-------- Record set --------

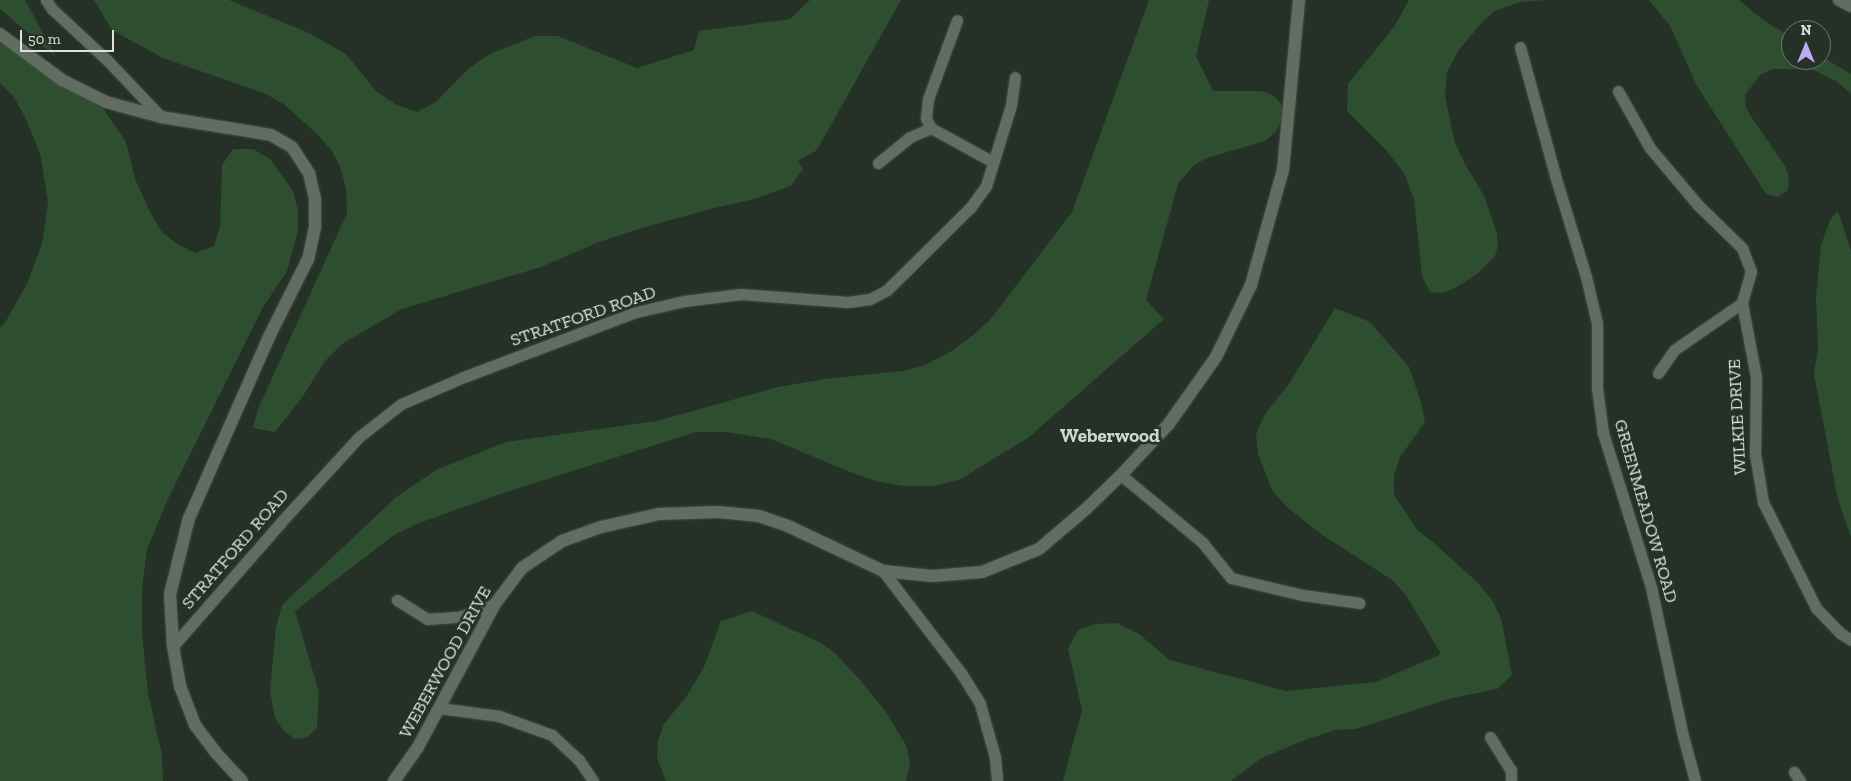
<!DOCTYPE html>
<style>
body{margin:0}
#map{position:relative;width:1851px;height:781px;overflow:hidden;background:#253026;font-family:"Zilla Slab",serif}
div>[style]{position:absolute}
.green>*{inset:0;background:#2d4f2f}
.roads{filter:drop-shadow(0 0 1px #444d44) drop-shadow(0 0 1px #444d44)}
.minor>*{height:11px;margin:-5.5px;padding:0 5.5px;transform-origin:5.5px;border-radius:5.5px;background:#616d61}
.tertiary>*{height:12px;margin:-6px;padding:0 6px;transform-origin:6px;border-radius:6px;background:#616d61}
span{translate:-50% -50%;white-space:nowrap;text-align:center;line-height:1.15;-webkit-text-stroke:5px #253026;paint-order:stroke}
.street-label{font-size:18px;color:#dce3dc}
.neighbourhood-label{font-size:19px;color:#ccdacc;font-weight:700}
.north{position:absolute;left:1781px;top:20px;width:50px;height:50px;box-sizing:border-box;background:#253026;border:1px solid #6e786f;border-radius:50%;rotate:0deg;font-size:14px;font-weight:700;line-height:20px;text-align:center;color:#dce3dc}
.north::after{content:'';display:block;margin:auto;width:18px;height:22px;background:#bda9f5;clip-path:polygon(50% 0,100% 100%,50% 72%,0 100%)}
.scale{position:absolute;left:20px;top:30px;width:94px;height:22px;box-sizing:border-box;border:2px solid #dce3dc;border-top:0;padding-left:6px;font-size:15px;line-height:18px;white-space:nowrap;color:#dce3dc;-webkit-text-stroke:4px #253026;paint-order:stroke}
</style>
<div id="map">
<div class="green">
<i style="clip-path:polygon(0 0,25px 0,56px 57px,0 9px)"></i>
<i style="clip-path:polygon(94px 0,229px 0,309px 33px,346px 54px,376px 91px,395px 104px,417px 112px,436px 102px,469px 68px,490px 54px,535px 36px,558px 36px,637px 68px,694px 50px,699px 31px,790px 19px,810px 0,901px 0,817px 150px,798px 161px,803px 169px,791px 186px,754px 199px,710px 209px,642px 228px,599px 242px,541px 267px,402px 309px,342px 344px,326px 360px,301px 399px,275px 432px,253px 428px,258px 409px,347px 213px,346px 189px,341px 169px,332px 151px,318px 135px,285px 105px,266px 94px,163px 58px,112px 30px)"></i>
<i style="clip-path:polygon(1149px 0,1209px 0,1196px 56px,1213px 91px,1262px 91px,1274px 96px,1282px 105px,1281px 120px,1276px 132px,1265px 141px,1207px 158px,1194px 165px,1178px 184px,1146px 300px,1164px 319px,1028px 438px,959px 480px,933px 486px,905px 486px,875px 481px,850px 472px,771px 439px,726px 432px,696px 432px,503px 493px,419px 523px,394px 535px,295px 611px,319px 692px,317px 728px,306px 738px,294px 739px,283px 730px,275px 718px,270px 691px,276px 627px,282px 605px,395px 498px,436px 470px,506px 442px,657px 421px,778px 387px,825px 379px,902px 371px,925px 365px,950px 352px,972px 336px,990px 320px,1072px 212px)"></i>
<i style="clip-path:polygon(1409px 0,1545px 0,1520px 2px,1495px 11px,1484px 20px,1459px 50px,1447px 72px,1445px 96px,1455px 143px,1465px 164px,1484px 196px,1497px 233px,1498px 245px,1495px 256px,1477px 274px,1455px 288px,1443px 293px,1430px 292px,1422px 276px,1414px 199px,1404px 173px,1386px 150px,1347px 111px,1348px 84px,1394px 27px)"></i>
<i style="clip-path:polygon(1649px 0,1739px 0,1763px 20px,1791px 37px,1791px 60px,1821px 60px,1821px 56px,1851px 74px,1851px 94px,1836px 81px,1811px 69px,1772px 69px,1760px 75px,1745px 95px,1746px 107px,1752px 118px,1785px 166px,1789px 177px,1788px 190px,1778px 197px,1766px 194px,1697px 86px,1670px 26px)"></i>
<i style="clip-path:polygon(0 38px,71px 90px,103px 108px,126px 142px,135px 179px,151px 214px,161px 231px,177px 244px,195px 253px,214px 246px,220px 227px,222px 165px,233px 149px,253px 149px,270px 159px,293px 191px,298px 211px,298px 230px,287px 271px,263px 307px,168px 499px,147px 549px,142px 590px,142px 634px,148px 693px,162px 755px,163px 781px,0 781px,0 328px,6px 321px,27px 284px,42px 244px,48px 202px,40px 153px,24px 115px,13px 96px,0 83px)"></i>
<i style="clip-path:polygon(1838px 211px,1851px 251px,1851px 537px,1838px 500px,1814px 374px,1818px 348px,1816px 297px,1821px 245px,1830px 220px)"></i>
<i style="clip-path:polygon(1335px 308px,1370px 322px,1409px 367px,1421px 402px,1425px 422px,1400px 457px,1394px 475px,1394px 495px,1418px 531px,1434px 543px,1478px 583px,1492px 600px,1501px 618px,1512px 675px,1497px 689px,1452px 698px,1356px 729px,1335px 730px,1302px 741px,1260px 759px,1231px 781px,1063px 781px,1082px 710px,1068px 649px,1078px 630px,1096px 624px,1117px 623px,1139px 634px,1170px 660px,1286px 691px,1376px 682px,1441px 654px,1406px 595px,1392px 580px,1321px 534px,1287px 507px,1273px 492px,1258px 454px,1256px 434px,1265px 414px,1289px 384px)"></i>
<i style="clip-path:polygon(752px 611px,821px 643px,835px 653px,861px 681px,886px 712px,907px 747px,910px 765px,906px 781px,666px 781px,657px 758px,658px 740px,664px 724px,686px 697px,704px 667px,721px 621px)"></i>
</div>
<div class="roads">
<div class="minor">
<i style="left:46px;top:0;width:11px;rotate:56deg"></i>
<i style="left:52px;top:9px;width:75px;rotate:42.8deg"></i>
<i style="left:107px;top:60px;width:79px;rotate:46.5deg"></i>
<i style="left:1520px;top:47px;width:140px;rotate:74.7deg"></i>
<i style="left:1557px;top:182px;width:99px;rotate:73deg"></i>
<i style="left:1586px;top:277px;width:47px;rotate:76.6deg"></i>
<i style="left:1597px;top:323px;width:65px;rotate:90deg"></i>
<i style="left:1597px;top:388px;width:45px;rotate:82.4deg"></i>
<i style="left:1603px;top:433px;width:161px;rotate:72.7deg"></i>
<i style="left:1651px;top:587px;width:148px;rotate:77.9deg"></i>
<i style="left:1682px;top:732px;width:51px;rotate:75.1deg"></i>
<i style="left:1618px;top:91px;width:65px;rotate:60.7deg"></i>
<i style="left:1650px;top:148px;width:75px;rotate:49.9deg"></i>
<i style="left:1698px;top:205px;width:62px;rotate:44.3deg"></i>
<i style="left:1742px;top:248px;width:25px;rotate:69deg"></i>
<i style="left:1751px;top:271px;width:33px;rotate:106deg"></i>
<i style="left:1742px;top:303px;width:75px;rotate:79.3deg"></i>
<i style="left:1756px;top:377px;width:77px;rotate:90.7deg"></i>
<i style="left:1755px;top:454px;width:49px;rotate:80.5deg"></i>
<i style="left:1763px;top:502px;width:119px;rotate:63.4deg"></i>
<i style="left:1816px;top:608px;width:35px;rotate:46deg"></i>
<i style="left:1840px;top:633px;width:13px;rotate:32deg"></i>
<i style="left:931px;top:128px;width:11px;rotate:-117deg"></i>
<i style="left:926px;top:118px;width:19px;rotate:-84deg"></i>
<i style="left:928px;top:99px;width:84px;rotate:-69.8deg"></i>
<i style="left:931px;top:128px;width:71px;rotate:28.7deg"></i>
<i style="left:878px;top:163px;width:41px;rotate:-39.1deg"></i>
<i style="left:910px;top:137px;width:23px;rotate:-23deg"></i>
<i style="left:1658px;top:373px;width:28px;rotate:-55deg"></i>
<i style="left:1674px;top:350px;width:83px;rotate:-34.7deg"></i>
<i style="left:1121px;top:475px;width:105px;rotate:39.6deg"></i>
<i style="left:1202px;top:542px;width:46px;rotate:51.1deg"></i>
<i style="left:1231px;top:578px;width:74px;rotate:13.3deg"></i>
<i style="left:1303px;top:595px;width:57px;rotate:8.1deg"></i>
<i style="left:883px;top:571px;width:128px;rotate:52.6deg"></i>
<i style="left:961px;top:673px;width:36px;rotate:58deg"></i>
<i style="left:980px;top:704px;width:55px;rotate:74.2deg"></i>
<i style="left:995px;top:757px;width:24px;rotate:85deg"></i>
<i style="left:397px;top:600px;width:36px;rotate:32deg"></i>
<i style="left:427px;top:619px;width:32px;rotate:-4deg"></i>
<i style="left:459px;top:617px;width:38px;rotate:-20deg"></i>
<i style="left:173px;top:646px;width:164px;rotate:-48.9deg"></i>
<i style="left:281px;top:522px;width:115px;rotate:-47.5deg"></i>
<i style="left:359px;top:437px;width:53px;rotate:-38.2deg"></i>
<i style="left:401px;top:404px;width:65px;rotate:-23.4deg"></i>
<i style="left:461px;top:378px;width:187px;rotate:-20.7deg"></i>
<i style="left:636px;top:312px;width:49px;rotate:-12.9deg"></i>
<i style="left:684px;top:301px;width:57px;rotate:-7deg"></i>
<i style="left:741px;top:294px;width:107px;rotate:4.3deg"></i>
<i style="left:848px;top:302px;width:22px;rotate:-8deg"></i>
<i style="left:870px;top:299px;width:19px;rotate:-28deg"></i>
<i style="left:887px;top:290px;width:117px;rotate:-44.7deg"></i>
<i style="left:970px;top:208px;width:27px;rotate:-54deg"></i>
<i style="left:986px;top:186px;width:85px;rotate:-72.8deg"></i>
<i style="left:1011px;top:105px;width:28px;rotate:-82deg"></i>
<i style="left:439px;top:708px;width:61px;rotate:7.6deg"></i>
<i style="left:499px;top:716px;width:56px;rotate:19.7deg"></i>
<i style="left:552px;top:735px;width:37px;rotate:43deg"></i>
<i style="left:579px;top:760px;width:25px;rotate:56deg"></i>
<i style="left:1490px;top:737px;width:39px;rotate:58deg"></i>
<i style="left:1511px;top:770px;width:11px;rotate:90deg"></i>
<i style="left:1794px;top:772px;width:11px;rotate:56deg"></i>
</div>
<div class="tertiary">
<i style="left:1839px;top:0;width:13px;rotate:27deg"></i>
<i style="left:0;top:34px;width:77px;rotate:36.6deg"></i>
<i style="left:62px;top:80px;width:49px;rotate:26.6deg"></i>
<i style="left:106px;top:102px;width:57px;rotate:15.3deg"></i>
<i style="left:161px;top:117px;width:111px;rotate:9.3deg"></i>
<i style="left:271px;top:135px;width:24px;rotate:30deg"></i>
<i style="left:292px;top:147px;width:31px;rotate:57deg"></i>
<i style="left:309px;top:173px;width:26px;rotate:77deg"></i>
<i style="left:315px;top:198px;width:29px;rotate:90deg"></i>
<i style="left:315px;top:227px;width:33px;rotate:102deg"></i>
<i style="left:308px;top:259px;width:87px;rotate:116.6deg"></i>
<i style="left:269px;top:337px;width:198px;rotate:113.8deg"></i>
<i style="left:189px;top:518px;width:78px;rotate:104deg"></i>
<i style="left:170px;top:594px;width:52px;rotate:86.7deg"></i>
<i style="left:173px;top:646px;width:41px;rotate:80.1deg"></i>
<i style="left:180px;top:686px;width:42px;rotate:69deg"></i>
<i style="left:195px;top:725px;width:35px;rotate:53deg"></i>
<i style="left:216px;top:753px;width:38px;rotate:47deg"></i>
<i style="left:394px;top:781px;width:42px;rotate:-54.8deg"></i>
<i style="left:418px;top:747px;width:162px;rotate:-61.7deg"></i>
<i style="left:495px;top:604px;width:45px;rotate:-53.1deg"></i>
<i style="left:522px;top:568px;width:48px;rotate:-34deg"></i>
<i style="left:562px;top:541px;width:41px;rotate:-19.7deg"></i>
<i style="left:601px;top:527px;width:59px;rotate:-12.6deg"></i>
<i style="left:659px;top:514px;width:59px;rotate:-1.9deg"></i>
<i style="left:718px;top:512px;width:41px;rotate:5.6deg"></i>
<i style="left:759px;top:516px;width:31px;rotate:19deg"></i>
<i style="left:788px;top:526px;width:105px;rotate:25.3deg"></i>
<i style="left:883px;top:571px;width:49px;rotate:5.8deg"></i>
<i style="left:932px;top:576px;width:50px;rotate:-4.6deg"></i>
<i style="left:982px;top:572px;width:61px;rotate:-22deg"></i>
<i style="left:1039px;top:549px;width:63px;rotate:-40.5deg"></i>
<i style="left:1087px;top:508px;width:47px;rotate:-44.1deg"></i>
<i style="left:1121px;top:475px;width:69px;rotate:-46.8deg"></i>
<i style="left:1168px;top:425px;width:83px;rotate:-54.8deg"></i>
<i style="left:1216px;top:357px;width:80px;rotate:-64.1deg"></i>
<i style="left:1251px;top:285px;width:119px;rotate:-74.5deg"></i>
<i style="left:1283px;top:170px;width:171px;rotate:-84.6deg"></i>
</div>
</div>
<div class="street-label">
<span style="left:583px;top:316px;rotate:-19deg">STRATFORD ROAD</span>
<span style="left:1737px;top:417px;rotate:-93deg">WILKIE DRIVE</span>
<span style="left:1646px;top:511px;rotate:74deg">GREENMEADOW ROAD</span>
<span style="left:235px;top:549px;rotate:-49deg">STRATFORD ROAD</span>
<span style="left:445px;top:662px;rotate:-61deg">WEBERWOOD DRIVE</span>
</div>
<div class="neighbourhood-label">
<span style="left:1110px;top:436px">Weberwood</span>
</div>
<div class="north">N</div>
<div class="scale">50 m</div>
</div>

--------

Look through the material and report how many of its lines hold the string "roads", giving the number only.

#### Result:
2